Flavonoid-rich foods include:

– Cocoa.


– Soy products.

– Tea.

Including fruits of different colors and vegetablesherbs and spices and beverages like black, green, oolong and white teas are a great way to add variety, flavor and beneficial nutrients.

If you have trouble finding receipts, consider taking a cooking class, where you can learn how to prepare a range of dishes that will help add variety to your vegan diet. Talk to friends who follow the approach, or you can also join a Facebook group for vegan eaters for a sense of support and camaraderie, Weisenberger suggests. Finding like-minded people is helpful.

6.Remember that vegan is not synonymous with health. A “vegan” diet doesn’t make it good or bad.

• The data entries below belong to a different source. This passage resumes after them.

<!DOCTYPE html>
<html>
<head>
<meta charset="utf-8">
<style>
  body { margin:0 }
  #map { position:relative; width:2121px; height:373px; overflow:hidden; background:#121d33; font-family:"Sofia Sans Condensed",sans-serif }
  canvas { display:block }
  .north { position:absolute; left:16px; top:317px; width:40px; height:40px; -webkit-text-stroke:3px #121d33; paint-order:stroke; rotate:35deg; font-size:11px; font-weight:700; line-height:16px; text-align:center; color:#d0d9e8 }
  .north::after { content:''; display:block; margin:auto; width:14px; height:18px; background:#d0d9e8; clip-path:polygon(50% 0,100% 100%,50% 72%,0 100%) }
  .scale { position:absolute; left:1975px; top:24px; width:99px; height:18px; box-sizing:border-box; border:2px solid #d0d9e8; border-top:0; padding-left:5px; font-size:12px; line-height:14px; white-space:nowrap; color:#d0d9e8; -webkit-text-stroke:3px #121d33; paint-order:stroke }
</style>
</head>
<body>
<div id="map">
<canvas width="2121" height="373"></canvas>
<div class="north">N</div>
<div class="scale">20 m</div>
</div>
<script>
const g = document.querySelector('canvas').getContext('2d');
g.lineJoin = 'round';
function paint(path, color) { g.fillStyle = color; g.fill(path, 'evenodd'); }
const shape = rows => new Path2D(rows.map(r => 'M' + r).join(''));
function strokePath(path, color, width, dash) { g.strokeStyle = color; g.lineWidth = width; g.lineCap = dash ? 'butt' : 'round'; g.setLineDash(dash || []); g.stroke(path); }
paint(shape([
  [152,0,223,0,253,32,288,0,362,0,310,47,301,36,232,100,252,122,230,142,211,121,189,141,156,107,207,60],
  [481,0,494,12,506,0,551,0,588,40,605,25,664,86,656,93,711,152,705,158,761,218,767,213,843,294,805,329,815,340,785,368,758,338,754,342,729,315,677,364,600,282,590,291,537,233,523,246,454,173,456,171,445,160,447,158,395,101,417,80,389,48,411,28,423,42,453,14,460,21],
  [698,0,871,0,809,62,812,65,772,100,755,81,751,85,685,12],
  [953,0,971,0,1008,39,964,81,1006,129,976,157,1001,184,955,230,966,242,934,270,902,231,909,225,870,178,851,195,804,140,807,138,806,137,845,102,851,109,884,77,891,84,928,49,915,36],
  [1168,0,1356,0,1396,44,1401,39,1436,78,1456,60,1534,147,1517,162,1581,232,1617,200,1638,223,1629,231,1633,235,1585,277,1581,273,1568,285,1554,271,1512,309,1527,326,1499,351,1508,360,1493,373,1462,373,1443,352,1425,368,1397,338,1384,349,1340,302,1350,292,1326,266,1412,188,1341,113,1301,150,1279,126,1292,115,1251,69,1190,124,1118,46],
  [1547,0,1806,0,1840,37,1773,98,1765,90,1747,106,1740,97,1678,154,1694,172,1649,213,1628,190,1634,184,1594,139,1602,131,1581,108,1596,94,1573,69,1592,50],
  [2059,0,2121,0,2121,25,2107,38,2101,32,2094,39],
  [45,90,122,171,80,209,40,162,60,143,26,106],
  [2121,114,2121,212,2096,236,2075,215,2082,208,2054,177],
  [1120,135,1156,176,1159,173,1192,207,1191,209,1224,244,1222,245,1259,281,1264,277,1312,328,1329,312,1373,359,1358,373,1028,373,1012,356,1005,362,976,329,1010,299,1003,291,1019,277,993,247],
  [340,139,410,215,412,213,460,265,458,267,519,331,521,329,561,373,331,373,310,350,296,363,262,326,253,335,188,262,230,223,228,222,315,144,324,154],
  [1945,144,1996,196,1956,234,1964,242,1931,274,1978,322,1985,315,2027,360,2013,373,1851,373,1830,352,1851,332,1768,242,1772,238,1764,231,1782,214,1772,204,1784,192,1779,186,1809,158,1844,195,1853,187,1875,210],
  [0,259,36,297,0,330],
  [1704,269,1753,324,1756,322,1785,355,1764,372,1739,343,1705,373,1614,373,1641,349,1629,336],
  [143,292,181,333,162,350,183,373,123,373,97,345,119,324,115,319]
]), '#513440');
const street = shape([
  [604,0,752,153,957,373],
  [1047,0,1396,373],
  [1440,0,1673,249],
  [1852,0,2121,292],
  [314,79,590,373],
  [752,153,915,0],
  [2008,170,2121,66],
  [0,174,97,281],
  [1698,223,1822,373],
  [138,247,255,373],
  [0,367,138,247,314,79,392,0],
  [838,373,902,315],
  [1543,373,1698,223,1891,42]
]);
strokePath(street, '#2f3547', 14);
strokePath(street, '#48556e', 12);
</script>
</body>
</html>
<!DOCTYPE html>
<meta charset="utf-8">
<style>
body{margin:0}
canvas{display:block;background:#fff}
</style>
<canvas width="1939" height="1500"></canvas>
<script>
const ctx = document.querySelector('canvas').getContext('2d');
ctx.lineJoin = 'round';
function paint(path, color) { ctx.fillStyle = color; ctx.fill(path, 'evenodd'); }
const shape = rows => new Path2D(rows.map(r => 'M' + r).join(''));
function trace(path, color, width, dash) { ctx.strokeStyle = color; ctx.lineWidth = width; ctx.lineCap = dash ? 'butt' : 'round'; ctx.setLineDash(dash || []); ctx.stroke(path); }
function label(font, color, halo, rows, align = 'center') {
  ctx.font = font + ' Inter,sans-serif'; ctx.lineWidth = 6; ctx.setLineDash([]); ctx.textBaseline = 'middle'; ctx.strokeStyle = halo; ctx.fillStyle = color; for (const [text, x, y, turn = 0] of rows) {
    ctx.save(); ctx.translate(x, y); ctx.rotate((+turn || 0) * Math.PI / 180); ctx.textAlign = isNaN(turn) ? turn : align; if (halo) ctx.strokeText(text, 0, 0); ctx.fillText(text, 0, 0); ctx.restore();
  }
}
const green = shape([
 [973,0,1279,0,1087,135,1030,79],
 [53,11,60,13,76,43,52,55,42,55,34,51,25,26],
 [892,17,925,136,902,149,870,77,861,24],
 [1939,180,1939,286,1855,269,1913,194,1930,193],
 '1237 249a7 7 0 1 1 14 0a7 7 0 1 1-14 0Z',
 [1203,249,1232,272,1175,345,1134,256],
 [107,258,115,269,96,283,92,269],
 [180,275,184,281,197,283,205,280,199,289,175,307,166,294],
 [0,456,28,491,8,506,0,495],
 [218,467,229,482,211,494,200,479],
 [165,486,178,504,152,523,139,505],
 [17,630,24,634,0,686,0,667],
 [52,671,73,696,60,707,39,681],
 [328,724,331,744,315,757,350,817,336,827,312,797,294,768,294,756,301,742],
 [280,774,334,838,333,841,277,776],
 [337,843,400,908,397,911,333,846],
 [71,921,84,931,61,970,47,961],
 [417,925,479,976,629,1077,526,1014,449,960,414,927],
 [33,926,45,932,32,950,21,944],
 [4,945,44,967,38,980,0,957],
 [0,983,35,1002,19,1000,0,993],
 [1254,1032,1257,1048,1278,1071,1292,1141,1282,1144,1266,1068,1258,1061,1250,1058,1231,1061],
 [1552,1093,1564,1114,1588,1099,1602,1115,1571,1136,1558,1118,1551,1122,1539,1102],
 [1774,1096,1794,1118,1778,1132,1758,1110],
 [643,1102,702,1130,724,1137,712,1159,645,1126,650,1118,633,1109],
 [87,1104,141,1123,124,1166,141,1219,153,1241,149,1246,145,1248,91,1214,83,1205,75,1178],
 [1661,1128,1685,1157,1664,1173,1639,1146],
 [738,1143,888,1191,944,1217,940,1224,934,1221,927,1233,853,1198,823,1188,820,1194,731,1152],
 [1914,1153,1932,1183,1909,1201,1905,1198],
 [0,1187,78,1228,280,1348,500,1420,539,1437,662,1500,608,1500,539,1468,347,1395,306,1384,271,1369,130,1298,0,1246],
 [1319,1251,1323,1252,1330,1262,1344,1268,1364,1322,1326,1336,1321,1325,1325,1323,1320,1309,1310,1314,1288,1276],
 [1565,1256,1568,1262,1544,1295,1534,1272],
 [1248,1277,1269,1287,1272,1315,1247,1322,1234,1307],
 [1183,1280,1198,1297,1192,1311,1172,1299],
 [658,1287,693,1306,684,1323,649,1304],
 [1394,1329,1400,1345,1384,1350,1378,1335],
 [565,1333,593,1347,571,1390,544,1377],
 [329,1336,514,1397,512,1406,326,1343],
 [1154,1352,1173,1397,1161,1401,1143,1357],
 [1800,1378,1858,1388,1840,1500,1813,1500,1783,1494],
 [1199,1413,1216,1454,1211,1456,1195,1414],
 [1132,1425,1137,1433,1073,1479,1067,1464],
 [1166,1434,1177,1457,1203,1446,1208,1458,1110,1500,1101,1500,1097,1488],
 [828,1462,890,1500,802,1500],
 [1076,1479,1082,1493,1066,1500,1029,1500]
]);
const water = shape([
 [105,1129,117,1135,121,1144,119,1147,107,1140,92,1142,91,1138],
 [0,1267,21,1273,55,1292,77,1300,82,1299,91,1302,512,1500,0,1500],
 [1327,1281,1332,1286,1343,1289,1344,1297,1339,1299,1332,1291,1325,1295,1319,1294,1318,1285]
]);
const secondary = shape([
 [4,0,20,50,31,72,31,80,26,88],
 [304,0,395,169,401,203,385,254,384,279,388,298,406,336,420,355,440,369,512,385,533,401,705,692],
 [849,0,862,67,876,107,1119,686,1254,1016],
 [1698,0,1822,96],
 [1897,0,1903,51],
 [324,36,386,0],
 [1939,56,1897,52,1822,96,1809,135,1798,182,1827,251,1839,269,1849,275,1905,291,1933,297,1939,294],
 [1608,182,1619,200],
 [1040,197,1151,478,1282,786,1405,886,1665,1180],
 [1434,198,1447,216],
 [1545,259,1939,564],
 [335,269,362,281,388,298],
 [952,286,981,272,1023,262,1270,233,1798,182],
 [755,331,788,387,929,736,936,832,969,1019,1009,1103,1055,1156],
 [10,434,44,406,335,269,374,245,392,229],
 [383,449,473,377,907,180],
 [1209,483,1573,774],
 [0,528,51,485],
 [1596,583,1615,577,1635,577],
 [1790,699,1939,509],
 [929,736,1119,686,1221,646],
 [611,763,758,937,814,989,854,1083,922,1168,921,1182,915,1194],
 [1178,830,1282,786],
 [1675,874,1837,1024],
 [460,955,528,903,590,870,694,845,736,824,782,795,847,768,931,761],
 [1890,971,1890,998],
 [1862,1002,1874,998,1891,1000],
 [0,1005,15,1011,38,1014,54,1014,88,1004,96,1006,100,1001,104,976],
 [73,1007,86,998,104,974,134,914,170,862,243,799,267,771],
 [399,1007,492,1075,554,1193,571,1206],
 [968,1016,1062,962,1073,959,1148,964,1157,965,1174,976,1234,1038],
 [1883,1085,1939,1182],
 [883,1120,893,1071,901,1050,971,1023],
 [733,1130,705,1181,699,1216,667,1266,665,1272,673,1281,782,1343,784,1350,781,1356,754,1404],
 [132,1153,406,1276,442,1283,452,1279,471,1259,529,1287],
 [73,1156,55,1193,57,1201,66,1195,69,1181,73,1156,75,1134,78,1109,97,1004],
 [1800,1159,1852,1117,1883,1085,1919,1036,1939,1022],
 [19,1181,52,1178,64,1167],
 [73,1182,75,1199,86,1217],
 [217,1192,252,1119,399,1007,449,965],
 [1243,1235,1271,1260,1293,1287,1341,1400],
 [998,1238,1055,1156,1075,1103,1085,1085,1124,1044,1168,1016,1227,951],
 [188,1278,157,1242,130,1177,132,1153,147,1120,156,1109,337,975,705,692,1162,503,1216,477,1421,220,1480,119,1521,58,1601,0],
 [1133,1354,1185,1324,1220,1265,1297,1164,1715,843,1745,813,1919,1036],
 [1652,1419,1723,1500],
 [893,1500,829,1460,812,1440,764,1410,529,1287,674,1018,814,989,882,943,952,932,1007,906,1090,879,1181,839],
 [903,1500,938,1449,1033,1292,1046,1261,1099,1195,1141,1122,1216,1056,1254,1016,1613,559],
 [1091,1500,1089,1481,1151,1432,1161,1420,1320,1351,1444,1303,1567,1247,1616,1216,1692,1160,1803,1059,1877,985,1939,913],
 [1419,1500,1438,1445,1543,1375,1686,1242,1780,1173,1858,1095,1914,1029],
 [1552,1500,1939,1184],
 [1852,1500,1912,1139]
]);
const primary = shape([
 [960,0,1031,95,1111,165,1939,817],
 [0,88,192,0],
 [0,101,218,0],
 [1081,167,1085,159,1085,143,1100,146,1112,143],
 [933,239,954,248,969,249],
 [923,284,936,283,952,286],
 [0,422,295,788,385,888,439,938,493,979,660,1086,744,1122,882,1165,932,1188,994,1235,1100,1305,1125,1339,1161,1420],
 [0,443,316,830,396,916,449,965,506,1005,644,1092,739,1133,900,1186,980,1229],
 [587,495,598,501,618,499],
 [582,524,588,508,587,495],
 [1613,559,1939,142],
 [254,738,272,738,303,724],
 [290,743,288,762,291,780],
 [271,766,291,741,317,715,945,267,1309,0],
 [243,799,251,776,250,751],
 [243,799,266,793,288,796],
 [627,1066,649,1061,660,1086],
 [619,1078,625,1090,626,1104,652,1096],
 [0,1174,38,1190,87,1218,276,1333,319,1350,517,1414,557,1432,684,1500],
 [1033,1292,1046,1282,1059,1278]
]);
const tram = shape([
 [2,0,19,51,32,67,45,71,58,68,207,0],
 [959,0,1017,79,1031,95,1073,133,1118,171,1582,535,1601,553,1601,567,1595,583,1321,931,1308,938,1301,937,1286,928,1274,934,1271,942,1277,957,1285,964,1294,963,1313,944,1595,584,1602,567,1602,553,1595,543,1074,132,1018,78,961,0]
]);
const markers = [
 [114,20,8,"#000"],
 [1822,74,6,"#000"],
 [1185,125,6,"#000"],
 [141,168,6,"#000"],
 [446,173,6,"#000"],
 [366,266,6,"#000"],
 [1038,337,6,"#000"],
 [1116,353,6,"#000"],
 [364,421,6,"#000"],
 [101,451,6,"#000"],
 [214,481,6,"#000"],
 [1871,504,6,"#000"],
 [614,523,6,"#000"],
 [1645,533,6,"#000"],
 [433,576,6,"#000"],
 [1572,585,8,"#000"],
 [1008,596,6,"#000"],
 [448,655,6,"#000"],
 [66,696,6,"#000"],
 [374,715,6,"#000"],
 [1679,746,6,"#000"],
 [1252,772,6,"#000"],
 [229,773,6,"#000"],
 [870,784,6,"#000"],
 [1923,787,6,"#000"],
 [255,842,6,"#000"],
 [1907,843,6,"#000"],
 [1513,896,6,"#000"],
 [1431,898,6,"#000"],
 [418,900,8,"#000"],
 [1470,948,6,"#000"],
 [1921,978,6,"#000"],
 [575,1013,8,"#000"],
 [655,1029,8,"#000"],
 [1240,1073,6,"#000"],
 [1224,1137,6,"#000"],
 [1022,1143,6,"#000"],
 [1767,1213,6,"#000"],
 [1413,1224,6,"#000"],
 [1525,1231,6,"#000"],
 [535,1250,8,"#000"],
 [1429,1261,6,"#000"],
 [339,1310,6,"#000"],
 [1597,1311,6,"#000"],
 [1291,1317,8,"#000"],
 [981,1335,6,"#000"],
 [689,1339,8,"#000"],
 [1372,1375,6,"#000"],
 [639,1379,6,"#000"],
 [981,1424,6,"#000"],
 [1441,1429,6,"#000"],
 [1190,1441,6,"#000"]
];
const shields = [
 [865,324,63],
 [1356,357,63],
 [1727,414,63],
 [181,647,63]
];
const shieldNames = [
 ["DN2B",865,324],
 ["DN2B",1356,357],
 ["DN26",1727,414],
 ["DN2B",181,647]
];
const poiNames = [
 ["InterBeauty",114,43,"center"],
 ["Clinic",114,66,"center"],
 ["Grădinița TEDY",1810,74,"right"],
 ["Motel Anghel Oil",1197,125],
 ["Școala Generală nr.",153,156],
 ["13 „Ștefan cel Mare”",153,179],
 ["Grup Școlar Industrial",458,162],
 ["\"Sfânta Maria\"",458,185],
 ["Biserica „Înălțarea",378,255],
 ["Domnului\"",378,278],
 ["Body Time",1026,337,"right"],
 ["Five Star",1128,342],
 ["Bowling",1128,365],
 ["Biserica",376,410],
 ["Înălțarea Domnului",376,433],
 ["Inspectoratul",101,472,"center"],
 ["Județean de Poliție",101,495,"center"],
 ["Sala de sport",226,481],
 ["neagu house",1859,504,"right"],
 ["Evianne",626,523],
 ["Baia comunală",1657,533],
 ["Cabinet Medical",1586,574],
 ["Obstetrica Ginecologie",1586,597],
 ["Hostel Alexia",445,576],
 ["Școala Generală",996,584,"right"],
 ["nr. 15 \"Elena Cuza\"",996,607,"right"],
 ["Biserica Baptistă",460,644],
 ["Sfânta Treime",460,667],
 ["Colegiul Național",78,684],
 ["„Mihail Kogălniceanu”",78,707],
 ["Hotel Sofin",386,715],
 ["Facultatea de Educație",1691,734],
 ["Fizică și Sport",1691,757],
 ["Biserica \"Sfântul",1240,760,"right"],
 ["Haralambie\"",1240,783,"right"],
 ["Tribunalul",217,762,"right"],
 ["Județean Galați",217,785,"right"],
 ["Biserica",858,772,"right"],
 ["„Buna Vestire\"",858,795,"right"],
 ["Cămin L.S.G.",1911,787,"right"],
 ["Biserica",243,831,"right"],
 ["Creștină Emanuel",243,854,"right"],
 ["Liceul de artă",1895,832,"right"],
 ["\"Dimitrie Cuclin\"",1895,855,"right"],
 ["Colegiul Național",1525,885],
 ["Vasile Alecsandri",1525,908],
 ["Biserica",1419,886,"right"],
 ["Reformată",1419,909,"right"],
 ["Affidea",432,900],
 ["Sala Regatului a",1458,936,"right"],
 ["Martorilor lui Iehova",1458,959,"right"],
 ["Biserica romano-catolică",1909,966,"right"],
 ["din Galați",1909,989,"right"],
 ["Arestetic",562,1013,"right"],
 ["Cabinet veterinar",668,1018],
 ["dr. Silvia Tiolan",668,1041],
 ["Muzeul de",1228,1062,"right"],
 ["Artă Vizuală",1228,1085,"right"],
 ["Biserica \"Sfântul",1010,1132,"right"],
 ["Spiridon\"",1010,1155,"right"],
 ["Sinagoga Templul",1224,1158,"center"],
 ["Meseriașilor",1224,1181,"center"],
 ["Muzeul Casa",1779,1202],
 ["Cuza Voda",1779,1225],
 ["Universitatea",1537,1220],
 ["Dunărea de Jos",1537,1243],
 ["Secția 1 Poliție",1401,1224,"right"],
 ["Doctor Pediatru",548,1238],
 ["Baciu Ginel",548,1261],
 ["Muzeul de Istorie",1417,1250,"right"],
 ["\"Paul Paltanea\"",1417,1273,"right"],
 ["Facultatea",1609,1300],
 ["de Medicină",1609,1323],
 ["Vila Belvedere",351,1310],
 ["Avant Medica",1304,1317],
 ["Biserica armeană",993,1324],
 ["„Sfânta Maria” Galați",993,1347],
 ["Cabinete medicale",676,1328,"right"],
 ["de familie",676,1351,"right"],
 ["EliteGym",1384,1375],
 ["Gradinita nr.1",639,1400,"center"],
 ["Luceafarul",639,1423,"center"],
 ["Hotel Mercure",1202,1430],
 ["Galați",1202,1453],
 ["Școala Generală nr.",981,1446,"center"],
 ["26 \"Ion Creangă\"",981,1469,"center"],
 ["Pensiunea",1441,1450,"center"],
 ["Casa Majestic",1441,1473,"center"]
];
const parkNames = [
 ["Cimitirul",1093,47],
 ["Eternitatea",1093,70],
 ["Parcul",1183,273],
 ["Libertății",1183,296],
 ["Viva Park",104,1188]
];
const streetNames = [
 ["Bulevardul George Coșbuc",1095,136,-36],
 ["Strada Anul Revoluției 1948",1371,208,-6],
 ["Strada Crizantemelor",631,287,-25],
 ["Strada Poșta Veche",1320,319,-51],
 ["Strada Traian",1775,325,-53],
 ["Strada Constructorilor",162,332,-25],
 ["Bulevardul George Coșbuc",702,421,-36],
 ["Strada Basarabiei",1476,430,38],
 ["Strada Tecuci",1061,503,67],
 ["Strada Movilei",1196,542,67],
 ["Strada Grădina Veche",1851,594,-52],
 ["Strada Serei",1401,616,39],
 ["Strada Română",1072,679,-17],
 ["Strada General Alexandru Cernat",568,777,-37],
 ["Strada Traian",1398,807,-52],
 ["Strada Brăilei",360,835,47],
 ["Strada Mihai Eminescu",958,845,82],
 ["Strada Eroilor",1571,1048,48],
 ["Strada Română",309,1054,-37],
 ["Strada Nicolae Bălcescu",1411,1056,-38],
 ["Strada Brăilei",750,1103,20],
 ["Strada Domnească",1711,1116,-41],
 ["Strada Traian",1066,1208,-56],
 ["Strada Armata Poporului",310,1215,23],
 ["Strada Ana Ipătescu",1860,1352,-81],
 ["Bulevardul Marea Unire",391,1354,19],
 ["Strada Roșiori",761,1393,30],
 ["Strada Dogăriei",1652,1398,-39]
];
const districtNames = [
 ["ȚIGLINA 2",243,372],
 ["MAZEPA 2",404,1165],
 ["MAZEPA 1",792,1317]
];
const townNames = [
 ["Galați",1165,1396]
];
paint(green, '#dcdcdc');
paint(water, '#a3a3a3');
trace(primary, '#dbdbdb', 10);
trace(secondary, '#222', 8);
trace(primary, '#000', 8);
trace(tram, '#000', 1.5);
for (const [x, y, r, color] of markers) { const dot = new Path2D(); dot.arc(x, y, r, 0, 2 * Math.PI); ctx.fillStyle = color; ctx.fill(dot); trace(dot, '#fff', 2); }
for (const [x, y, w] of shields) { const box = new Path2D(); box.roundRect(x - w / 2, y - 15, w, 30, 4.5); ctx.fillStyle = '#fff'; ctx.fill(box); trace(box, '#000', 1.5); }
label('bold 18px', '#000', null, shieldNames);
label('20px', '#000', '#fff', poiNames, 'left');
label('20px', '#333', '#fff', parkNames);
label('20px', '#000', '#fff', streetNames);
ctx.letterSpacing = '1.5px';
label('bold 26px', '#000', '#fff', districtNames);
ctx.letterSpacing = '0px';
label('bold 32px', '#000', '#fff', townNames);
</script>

A vegan diet can consist entirely of soda and cotton candy, says Dr. David Katz, former director of the Yale-Griffin Prevention Research Center in Derby, Connecticut, and one of the The best American news diets expert panelists. As with any diet, it’s important to make sure your diet is balanced and varied, and that you make good choices about the vegan foods you eat.

Like any diet, even if it’s strictly vegetablequestions of balance, variety and food choice remain crucial.